NumPy: Faster initialization

by on under numpy
2 minute read

Introduction

NumPy is the fundamental package for scientific computing with Python. It contains among other things:

  • a powerful N-dimensional array object
  • sophisticated (broadcasting) functions
  • tools for integrating C/C++ and Fortran code
  • useful linear algebra, Fourier transform, and random number capabilities

In this article, we’ll focus on the initialization of NumPy arrays.

Context

Usually, to create a NumPy array, you will use the numpy.array function but there is another way to do it: numpy.fromiter. The main difference is that numpy.fromiter can take any iterable, if your class implements __iter__, you can pass it to numpy.fromiter.

Note, numpy.fromiter only work with 1-dimensional array.

In this post, I benchmark performance between these two methods of initialization. Tests are done on Ubuntu 16.04 with Python 3.6 and NumPy 1.11.3.

At first glance, you may think that fromiter is slower but you will be surprised.

Show me the code !

Here is the code to benchmark:

#!/usr/bin/env python3.6
import time
import numpy as np
import pygal
from os import path

list_sizes = [2**x for x in range(1, 11)]
seconds = 60


def test(size_array):
    pyarray = [float(x) for x in range(size_array)]

    # fromiter
    start = time.time()
    iterations = 0
    while time.time() - start <= seconds:
        np.fromiter(pyarray, dtype=np.float32, count=size_array)
        iterations += 1
    fromiter_count = iterations

    # array
    start = time.time()
    iterations = 0
    while time.time() - start <= seconds:
        np.array(pyarray, dtype=np.float32)
        iterations += 1
    array_count = iterations

    return array_count, fromiter_count


results = {}

for size_array in list_sizes:
    res = test(size_array)
    results[str(size_array)] = res
    print(f"Result for size {size_array} in {seconds} seconds: {res}")

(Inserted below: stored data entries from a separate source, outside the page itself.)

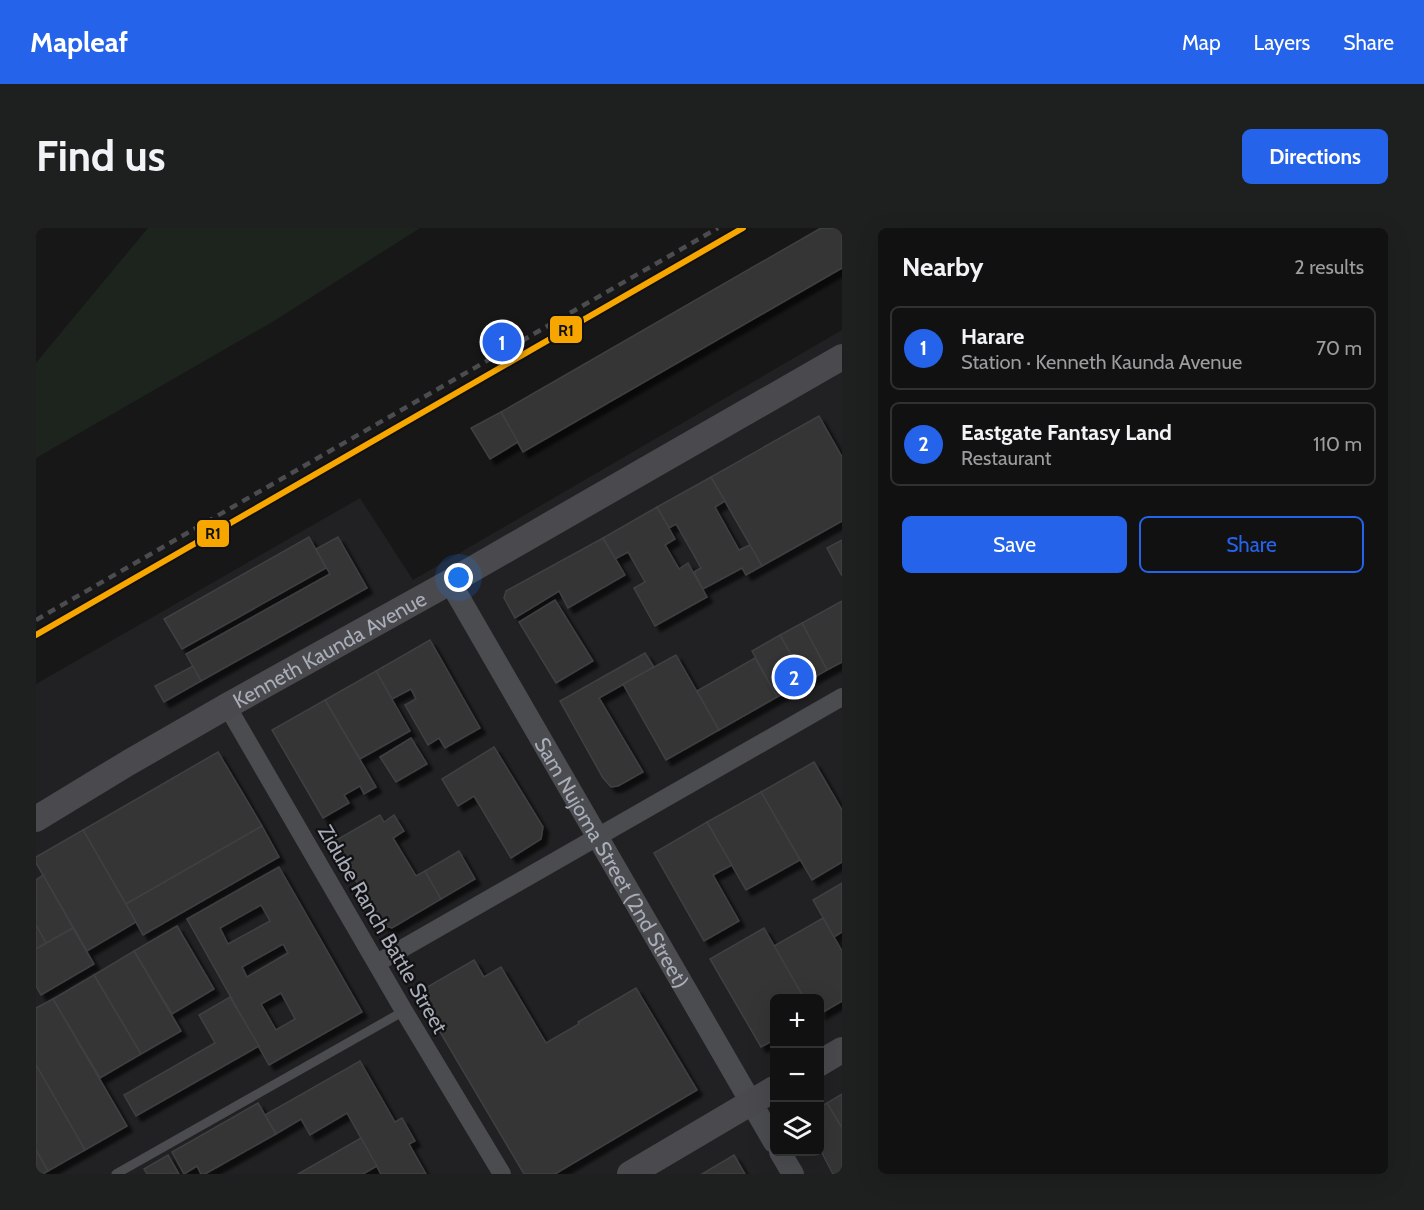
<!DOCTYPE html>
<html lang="en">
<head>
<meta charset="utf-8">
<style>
  :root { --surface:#111; --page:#1e1f1f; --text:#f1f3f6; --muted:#9c9d9f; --line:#303131; --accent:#2563eb }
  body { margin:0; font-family:Cabin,sans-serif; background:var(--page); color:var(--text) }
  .controls { position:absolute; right:18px; bottom:18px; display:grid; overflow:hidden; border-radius:9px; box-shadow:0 6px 24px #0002 }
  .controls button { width:54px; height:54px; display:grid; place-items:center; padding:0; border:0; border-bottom:2px solid var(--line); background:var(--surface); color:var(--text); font:30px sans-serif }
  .you { position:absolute; left:423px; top:350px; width:21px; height:21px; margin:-15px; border:4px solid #fff; border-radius:50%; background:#1a73e8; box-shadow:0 0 0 9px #1a73e833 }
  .badge { display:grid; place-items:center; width:39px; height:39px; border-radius:50%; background:var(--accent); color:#fff; font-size:20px; font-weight:700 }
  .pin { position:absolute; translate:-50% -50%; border:3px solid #fff; box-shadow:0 2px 6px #0006 }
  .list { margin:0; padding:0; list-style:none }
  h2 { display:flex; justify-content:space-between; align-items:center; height:78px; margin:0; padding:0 24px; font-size:26px }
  h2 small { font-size:20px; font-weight:400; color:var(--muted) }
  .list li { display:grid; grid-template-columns:39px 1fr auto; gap:18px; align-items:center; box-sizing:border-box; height:84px; margin:0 12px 12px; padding:0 12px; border:2px solid var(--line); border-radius:9px }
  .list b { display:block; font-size:22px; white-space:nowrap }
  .list p { margin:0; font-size:20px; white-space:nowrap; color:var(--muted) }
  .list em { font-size:20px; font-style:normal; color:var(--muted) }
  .actions { display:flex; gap:12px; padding:18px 24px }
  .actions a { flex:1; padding:14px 0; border:2px solid var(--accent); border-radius:9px; text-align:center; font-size:21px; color:var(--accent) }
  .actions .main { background:var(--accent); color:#fff }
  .icon { flex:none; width:33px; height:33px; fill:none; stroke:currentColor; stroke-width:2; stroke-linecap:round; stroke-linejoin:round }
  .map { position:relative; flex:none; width:806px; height:946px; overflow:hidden; border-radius:9px }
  header { display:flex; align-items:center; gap:36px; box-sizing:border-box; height:84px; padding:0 30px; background:var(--accent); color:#fff }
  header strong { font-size:28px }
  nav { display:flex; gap:33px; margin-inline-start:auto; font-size:21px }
  .intro { display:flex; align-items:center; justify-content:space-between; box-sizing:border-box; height:144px; padding:0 36px }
  h1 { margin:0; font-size:42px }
  .button { padding:15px 27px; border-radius:9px; background:var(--accent); color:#fff; font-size:21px; font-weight:700 }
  main { display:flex; gap:36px; padding:0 36px }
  aside { flex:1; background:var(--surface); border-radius:9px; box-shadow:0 6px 24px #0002 }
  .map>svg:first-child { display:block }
</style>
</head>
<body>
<header>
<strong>Mapleaf</strong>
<nav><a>Map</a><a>Layers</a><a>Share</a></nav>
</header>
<div class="intro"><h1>Find us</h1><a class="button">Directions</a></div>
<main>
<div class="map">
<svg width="806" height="946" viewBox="0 0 806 946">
  <defs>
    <filter id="shadow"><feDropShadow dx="5.5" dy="5.5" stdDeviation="1.5" flood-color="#0009"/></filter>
  </defs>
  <rect width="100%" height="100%" fill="#171717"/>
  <!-- built -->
  <path fill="#212123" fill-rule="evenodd" d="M806,102V946H0V456L324,270L377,352ZM738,770H784V924H738Z"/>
  <!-- green -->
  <path fill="#1d241e" d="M112,0H384L238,93L0,230V135Z"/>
  <!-- building -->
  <g fill="#353536" stroke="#3f4043" stroke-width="1.5" fill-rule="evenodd" filter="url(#shadow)">
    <path d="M785,0H806V40L487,224L465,184Z"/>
    <path d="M465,184L482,214L454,231L435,200Z"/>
    <path d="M783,188L806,229V293L726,338L675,249Z"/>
    <path d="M675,249L689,273L679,279L703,322L714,317L726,338L710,347L706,340L667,361L658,344L665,340L640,296L633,300L621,279Z"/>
    <path d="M621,279L639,311L629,317L643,341L652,335L671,369L619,398L598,360L609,354L592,324L579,331L567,310Z"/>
    <path d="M273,309L290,340L146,421L128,391Z"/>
    <path d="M302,309L331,360L165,453L150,426L294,346L280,321Z"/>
    <path d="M567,310L589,347L532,380L523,363L479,390L468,370L470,363Z"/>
    <path d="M806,312V348L791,320Z"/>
    <path d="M519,372L557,433L520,455L483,394Z"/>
    <path d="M806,373V434L791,442L766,395Z"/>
    <path d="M766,395L791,442L770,454L744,407Z"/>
    <path d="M744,407L770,454L741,469L716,423Z"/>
    <path d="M394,412L444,500L409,520L403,510L392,517L369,477L380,471L375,461L356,471L340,443Z"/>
    <path d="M609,425L618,439L563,470L607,544L582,558L575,559L567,550L524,473Z"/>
    <path d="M640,427L683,502L630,532L587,456Z"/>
    <path d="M719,430L741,469L683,502L661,463Z"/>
    <path d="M157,438L165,453L128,474L119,458Z"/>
    <path d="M340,443L374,503L324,531L289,472Z"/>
    <path d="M289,472L340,559L328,566L324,558L308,567L313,575L287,590L236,502Z"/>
    <path d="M375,510L391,536L360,554L344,529Z"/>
    <path d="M458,519L507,599L505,611L475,630L438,568L422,578L406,551Z"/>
    <path d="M182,524L226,598L90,676L47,602Z"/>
    <path d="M778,534L806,582V634L776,652L725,564Z"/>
    <path d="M725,564L764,632L710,662L671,594Z"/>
    <path d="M344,587L348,594L358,587L368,603L357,610L380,648L389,643L405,671L356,700L346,697L297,614Z"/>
    <path d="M671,594L696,637L677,647L703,693L668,713L618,625Z"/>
    <path d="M226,598L243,629L107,707L90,676Z"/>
    <path d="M47,602L100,694L51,723L0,635V629Z"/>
    <path d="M423,623L439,651L405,671L389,643Z"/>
    <path d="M243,639L326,784L233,837L151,691ZM225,677L234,693L192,716L184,700ZM247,716L252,725L211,749L206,739ZM245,765L259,791L240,802L225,776Z"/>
    <path d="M7,647L37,700L10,715L0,697V652Z"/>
    <path d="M806,655V704L798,709L777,672Z"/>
    <path d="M787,690L806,723V773L784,786V770H768L738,718Z"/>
    <path d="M0,697L10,715L0,721Z"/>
    <path d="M141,698L178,761L136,786L98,723Z"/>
    <path d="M37,700L58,736L5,767L0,758V721Z"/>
    <path d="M728,700L768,770H738V812L725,819L674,731Z"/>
    <path d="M98,723L145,803L105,826L58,747Z"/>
    <path d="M438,732L448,749L465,739L510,815L543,796L542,794L600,760L661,862L519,946H488L381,765Z"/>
    <path d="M58,747L105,826L64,850L17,771Z"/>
    <path d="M194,769L223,818L100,888L88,867L179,815L163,787Z"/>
    <path d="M17,771L91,898L49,922L0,837V780Z"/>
    <path d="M324,833L359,894L366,890L379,913L373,916L390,946H345L311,885L274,907L265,891L240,906L229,887Z"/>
    <path d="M0,837L49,922L12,943L0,922Z"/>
    <path d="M806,866V900L791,875Z"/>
    <path d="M222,875L240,906L169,946H165L161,938L148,946L136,924Z"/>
    <path d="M791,875L806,900V946H797L784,921V879Z"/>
    <path d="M325,910L341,938L327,946H262Z"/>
    <path d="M0,922L12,943L7,946H0Z"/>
    <path d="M132,927L143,946H111L108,941Z"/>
    <path d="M698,927L709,946H666Z"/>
  </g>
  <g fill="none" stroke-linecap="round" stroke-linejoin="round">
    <!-- service -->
    <path stroke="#4b4c50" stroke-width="9" d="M80,946L368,783"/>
    <!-- minor -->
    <g stroke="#4b4c50" stroke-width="18">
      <path d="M191,478L368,783L466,946"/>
      <path d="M341,735L806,469"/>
    </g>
    <!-- tertiary -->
    <g stroke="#4b4c50" stroke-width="22">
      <path id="s1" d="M414,354L738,914"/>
      <path d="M744,924L757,946"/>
    </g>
    <!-- secondary -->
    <g stroke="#4a4a4e" stroke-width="26">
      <path id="s2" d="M0,591L92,535L191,478L414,354L806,129"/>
      <path d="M784,835L806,822"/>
      <path d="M594,946L738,861"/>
    </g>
    <!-- rail -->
    <path stroke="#4b4c4f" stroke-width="4.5" stroke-dasharray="8 6" stroke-linecap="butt" d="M0,392L682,0"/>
    <defs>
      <path id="rail-1" d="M0,407L707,0"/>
    </defs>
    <!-- rail-1 casing -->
    <use href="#rail-1" stroke="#111113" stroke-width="10"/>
    <!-- rail-1 -->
    <use href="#rail-1" stroke="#f7a600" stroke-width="6"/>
  </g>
  <g text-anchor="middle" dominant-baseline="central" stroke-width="4.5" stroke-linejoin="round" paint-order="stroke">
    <!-- street labels -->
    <g font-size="21" fill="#a8adb8" stroke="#111113">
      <text stroke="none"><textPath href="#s2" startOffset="339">Kenneth Kaunda Avenue</textPath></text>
      <text stroke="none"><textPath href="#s1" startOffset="324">Sam Nujoma Street (2nd Street)</textPath></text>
      <text transform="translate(347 701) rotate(60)">Zidube Ranch Battle Street</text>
    </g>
  </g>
  <g stroke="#111113" stroke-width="2">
    <rect x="513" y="87" width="34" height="29" rx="6" fill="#f7a600"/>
    <rect x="160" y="291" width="34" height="29" rx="6" fill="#f7a600"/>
  </g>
  <g font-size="16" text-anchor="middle" font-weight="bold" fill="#111">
    <text x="530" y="108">R1</text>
    <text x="177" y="311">R1</text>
  </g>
</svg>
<div class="controls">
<button>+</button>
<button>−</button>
<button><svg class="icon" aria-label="layers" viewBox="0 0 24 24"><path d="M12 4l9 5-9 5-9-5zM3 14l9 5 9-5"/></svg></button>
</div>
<div class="you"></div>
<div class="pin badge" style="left:466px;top:114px">1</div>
<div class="pin badge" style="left:758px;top:449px">2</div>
</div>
<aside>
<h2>Nearby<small>2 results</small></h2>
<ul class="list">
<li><span class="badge">1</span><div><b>Harare</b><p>Station · Kenneth Kaunda Avenue</p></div><em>70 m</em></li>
<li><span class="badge">2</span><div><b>Eastgate Fantasy Land</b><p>Restaurant</p></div><em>110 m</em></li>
</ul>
<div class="actions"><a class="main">Save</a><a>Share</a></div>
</aside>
</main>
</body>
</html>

out_folder = path.dirname(path.realpath(__file__))
print(f"Create diagrams in {out_folder}")

chart = pygal.Line()
chart.title = f"Performance in {seconds} seconds"
chart.x_title = "Array size"
chart.y_title = "Iterations"
chart.x_labels = list(results.keys())
chart.add('np.array', [x[0] for x in results.values()])
chart.add('np.fromiter', [x[1] for x in results.values()])
chart.render_to_png(path.join(out_folder, f'result_{seconds}.png'))

To be able to execute this code, install numpy, pygal and cairosvg packages. This code creates a maximum number of NumPy arrays in 60 seconds. The array size is increased several times.

Result

Numpy stats

On this graph, the higher the better. What you see is that numpy.fromiter is faster than numpy.array until array of size 256.

I don’t know how these two functions differ but I can recommend you to use fromiter for small arrays.